**WORK INSTRUCTIONS**
Every line from the top of the records through the one bearing "position:absolute; height:56px; border-radius:0px;" is to be reproduced exactly, and pictures are to be left out.

**EXCERPTED RECORDS**
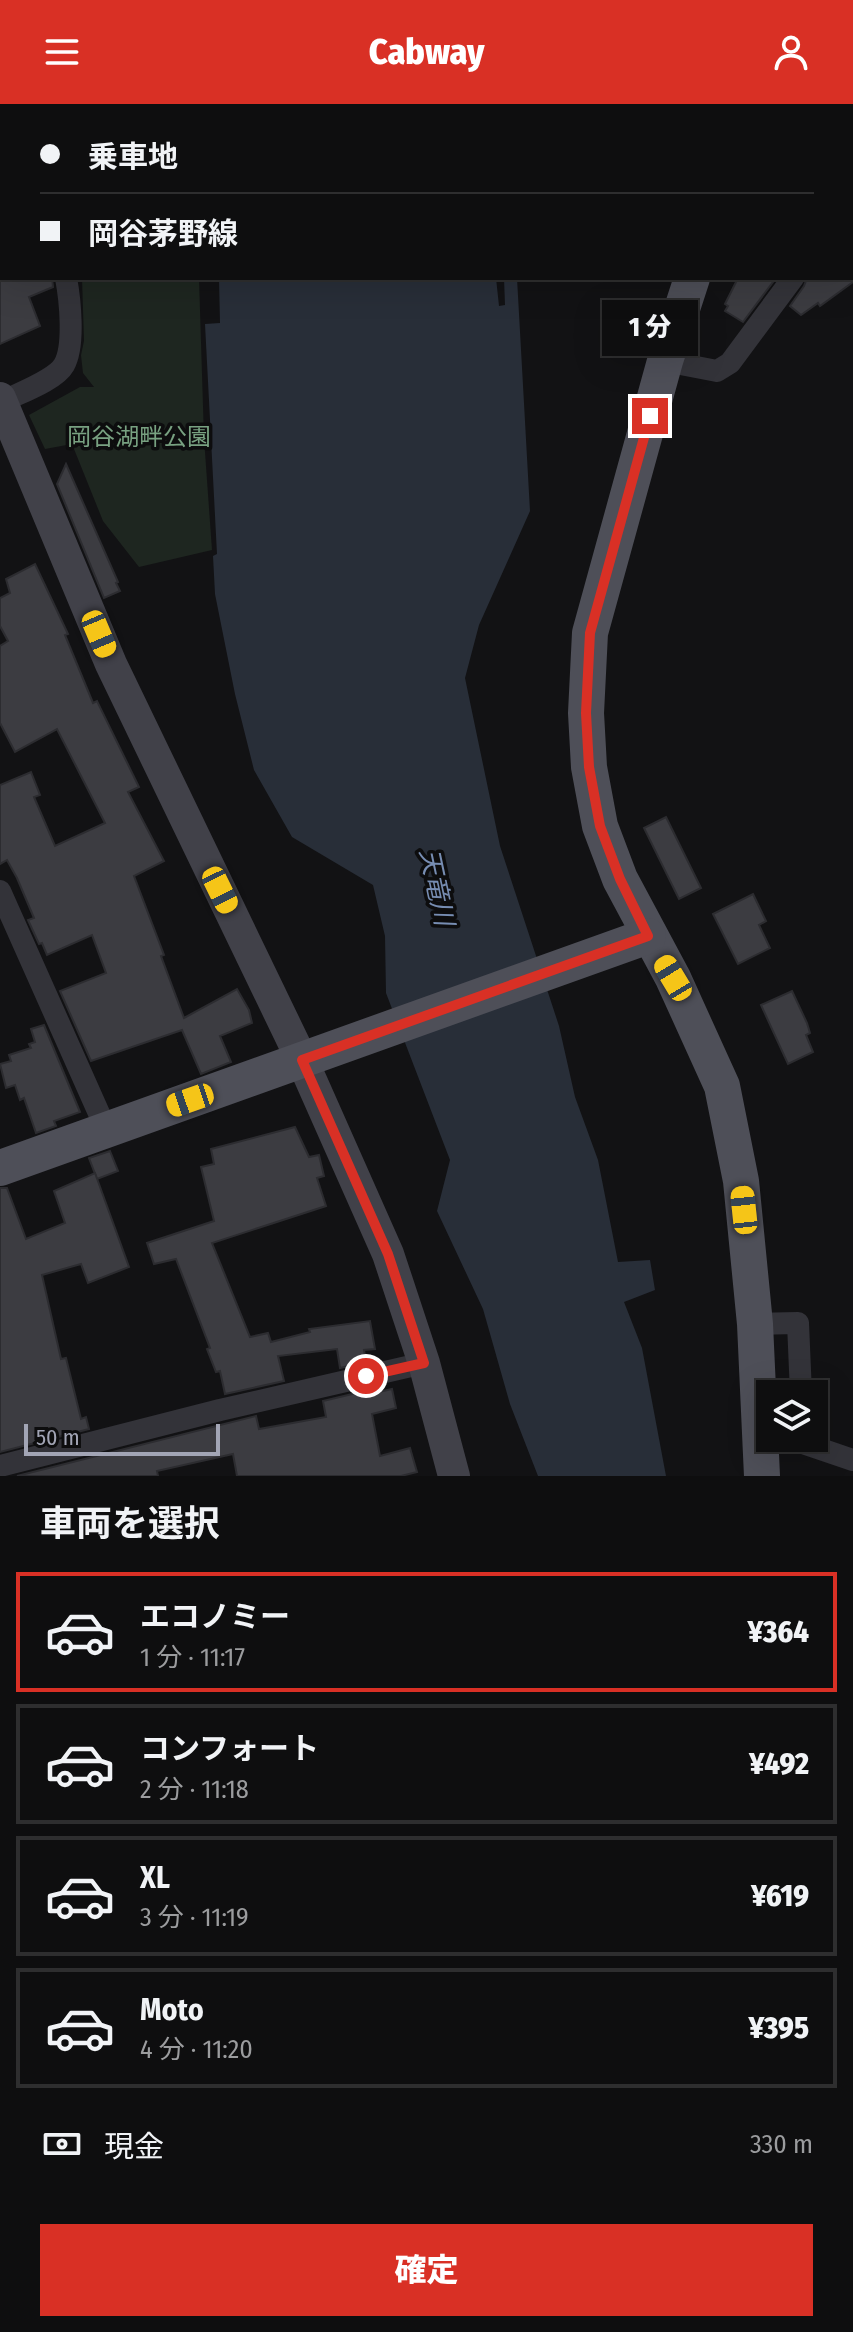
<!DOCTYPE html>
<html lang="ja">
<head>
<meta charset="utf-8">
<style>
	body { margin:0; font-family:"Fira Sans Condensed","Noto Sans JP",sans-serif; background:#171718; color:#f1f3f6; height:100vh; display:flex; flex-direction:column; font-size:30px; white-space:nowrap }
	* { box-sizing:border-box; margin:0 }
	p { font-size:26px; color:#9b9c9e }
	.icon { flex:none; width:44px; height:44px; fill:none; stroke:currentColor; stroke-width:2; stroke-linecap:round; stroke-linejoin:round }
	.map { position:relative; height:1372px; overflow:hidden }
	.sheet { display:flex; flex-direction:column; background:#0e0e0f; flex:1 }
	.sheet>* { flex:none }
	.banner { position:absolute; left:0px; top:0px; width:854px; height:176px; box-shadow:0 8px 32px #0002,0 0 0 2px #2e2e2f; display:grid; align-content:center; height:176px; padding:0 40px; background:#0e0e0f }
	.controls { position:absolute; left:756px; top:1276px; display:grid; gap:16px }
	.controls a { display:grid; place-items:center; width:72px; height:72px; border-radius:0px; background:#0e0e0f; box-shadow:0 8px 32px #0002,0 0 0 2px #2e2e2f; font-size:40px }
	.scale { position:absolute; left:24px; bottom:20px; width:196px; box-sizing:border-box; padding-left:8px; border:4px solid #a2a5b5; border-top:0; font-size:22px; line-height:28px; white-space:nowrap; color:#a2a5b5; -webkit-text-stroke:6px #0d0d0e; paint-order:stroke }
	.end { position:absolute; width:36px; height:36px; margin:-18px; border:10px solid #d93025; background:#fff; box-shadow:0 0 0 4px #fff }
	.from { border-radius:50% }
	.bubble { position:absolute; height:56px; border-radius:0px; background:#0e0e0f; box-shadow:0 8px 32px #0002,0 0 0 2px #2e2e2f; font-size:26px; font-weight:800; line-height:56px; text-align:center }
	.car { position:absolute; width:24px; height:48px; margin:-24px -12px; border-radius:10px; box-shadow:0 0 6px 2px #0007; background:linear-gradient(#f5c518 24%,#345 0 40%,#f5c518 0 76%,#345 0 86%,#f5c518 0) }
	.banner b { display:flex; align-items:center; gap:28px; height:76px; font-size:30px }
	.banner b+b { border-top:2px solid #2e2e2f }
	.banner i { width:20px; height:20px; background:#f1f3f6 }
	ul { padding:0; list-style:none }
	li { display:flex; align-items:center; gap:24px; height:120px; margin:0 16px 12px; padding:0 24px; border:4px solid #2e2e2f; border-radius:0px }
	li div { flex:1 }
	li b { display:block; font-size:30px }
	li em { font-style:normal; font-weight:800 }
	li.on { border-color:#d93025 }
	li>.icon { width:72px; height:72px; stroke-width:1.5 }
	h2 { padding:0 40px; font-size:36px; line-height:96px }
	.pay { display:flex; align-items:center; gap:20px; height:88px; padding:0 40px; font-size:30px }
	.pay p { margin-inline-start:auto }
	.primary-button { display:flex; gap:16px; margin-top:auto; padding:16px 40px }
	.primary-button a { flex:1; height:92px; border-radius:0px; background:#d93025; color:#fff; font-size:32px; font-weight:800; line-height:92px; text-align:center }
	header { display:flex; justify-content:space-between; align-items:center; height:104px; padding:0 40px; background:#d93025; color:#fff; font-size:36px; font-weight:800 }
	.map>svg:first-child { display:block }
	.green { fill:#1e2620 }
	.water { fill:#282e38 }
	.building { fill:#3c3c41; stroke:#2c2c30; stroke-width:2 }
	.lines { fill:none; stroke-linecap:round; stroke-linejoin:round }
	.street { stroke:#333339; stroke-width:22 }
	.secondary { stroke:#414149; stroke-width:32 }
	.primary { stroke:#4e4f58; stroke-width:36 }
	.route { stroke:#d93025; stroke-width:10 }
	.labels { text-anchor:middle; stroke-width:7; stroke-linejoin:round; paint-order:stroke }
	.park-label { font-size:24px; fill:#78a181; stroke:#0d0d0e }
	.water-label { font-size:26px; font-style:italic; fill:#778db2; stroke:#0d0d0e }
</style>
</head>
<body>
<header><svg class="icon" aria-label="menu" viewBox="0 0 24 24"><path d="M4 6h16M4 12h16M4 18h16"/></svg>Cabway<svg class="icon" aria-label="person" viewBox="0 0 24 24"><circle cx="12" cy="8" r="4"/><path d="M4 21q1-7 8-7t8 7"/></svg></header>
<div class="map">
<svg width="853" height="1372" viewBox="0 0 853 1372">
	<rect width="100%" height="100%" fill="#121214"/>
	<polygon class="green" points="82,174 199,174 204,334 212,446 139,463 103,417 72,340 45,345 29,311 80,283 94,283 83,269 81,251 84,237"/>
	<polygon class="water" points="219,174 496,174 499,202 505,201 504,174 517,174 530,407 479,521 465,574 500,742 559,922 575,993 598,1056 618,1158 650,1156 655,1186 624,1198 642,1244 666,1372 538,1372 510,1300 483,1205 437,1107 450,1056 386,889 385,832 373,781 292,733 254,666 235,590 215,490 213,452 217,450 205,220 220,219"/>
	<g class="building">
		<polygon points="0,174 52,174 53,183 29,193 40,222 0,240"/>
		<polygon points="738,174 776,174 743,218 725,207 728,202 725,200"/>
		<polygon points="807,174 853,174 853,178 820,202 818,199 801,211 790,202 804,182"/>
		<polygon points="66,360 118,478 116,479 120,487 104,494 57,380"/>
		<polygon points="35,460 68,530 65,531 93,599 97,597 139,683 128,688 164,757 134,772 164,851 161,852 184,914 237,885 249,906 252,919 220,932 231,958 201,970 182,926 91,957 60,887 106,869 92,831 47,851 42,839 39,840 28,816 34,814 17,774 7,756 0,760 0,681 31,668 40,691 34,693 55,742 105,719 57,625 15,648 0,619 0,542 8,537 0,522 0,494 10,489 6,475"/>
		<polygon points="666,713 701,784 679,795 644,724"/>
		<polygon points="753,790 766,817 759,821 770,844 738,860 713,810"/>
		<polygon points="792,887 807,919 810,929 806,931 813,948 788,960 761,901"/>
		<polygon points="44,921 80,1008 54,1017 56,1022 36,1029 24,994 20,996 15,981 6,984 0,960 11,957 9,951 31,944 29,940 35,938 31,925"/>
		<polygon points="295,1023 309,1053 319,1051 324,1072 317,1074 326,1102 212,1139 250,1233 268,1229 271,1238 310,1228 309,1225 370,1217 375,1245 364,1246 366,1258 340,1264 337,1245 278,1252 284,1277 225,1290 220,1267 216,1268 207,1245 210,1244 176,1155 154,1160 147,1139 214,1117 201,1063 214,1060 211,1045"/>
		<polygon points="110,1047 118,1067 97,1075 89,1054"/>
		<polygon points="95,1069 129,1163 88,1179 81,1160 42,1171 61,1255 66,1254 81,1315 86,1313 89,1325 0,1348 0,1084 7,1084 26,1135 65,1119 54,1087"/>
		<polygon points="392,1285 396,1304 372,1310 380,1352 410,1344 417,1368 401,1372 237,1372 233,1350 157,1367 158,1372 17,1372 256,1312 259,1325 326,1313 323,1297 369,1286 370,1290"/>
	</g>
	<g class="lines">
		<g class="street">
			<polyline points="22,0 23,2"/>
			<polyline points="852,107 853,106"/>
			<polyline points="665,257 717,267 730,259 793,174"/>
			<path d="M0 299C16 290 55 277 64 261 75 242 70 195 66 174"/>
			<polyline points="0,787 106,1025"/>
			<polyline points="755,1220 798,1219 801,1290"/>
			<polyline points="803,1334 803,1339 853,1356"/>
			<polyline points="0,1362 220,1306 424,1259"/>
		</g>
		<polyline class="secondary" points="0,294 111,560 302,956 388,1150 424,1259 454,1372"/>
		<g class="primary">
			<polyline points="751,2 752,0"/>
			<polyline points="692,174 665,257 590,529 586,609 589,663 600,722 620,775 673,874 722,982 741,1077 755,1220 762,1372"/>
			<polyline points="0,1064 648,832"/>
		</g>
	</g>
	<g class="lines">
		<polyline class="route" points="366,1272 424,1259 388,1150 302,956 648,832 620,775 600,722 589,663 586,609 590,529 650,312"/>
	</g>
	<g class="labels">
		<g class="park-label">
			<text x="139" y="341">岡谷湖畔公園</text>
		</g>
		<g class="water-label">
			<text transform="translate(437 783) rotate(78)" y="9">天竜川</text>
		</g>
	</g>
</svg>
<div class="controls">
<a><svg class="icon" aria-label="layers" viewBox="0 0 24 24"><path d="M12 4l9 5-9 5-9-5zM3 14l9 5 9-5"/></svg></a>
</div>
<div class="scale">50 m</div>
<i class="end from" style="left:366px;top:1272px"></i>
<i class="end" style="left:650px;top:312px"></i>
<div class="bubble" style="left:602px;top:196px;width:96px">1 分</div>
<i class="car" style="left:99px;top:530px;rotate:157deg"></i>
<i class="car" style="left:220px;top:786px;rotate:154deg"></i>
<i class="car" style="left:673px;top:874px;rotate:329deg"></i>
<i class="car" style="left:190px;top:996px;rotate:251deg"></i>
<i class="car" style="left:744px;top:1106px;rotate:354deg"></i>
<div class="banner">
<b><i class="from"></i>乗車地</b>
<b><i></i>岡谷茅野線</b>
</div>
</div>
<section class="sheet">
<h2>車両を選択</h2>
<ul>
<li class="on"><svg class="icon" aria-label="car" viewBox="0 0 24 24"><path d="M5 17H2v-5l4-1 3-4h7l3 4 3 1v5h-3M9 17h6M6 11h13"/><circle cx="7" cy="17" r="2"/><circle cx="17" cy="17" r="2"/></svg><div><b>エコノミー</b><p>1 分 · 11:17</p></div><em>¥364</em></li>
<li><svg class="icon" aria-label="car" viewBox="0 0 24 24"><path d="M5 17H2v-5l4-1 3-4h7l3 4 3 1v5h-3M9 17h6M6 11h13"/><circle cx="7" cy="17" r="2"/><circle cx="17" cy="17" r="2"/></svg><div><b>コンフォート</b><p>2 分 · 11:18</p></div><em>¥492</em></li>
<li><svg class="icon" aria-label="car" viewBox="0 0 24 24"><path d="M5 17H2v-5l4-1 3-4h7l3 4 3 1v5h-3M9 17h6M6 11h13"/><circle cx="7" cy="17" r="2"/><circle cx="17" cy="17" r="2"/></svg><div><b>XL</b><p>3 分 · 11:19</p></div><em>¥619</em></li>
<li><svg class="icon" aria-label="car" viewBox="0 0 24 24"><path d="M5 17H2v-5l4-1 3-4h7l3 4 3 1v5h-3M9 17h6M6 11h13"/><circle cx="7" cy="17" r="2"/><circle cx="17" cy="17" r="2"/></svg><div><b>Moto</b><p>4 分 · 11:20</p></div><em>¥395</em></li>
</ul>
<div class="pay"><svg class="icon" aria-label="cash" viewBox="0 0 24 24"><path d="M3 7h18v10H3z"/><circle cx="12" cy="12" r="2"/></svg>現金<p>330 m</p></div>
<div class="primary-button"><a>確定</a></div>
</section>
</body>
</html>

**ANSWER SECTION**
<!DOCTYPE html>
<html lang="ja">
<head>
<meta charset="utf-8">
<style>
	body { margin:0; font-family:"Fira Sans Condensed","Noto Sans JP",sans-serif; background:#171718; color:#f1f3f6; height:100vh; display:flex; flex-direction:column; font-size:30px; white-space:nowrap }
	* { box-sizing:border-box; margin:0 }
	p { font-size:26px; color:#9b9c9e }
	.icon { flex:none; width:44px; height:44px; fill:none; stroke:currentColor; stroke-width:2; stroke-linecap:round; stroke-linejoin:round }
	.map { position:relative; height:1372px; overflow:hidden }
	.sheet { display:flex; flex-direction:column; background:#0e0e0f; flex:1 }
	.sheet>* { flex:none }
	.banner { position:absolute; left:0px; top:0px; width:854px; height:176px; box-shadow:0 8px 32px #0002,0 0 0 2px #2e2e2f; display:grid; align-content:center; height:176px; padding:0 40px; background:#0e0e0f }
	.controls { position:absolute; left:756px; top:1276px; display:grid; gap:16px }
	.controls a { display:grid; place-items:center; width:72px; height:72px; border-radius:0px; background:#0e0e0f; box-shadow:0 8px 32px #0002,0 0 0 2px #2e2e2f; font-size:40px }
	.scale { position:absolute; left:24px; bottom:20px; width:196px; box-sizing:border-box; padding-left:8px; border:4px solid #a2a5b5; border-top:0; font-size:22px; line-height:28px; white-space:nowrap; color:#a2a5b5; -webkit-text-stroke:6px #0d0d0e; paint-order:stroke }
	.end { position:absolute; width:36px; height:36px; margin:-18px; border:10px solid #d93025; background:#fff; box-shadow:0 0 0 4px #fff }
	.from { border-radius:50% }
	.bubble { position:absolute; height:56px; border-radius:0px; background:#0e0e0f; box-shadow:0 8px 32px #0002,0 0 0 2px #2e2e2f; font-size:26px; font-weight:800; line-height:56px; text-align:center }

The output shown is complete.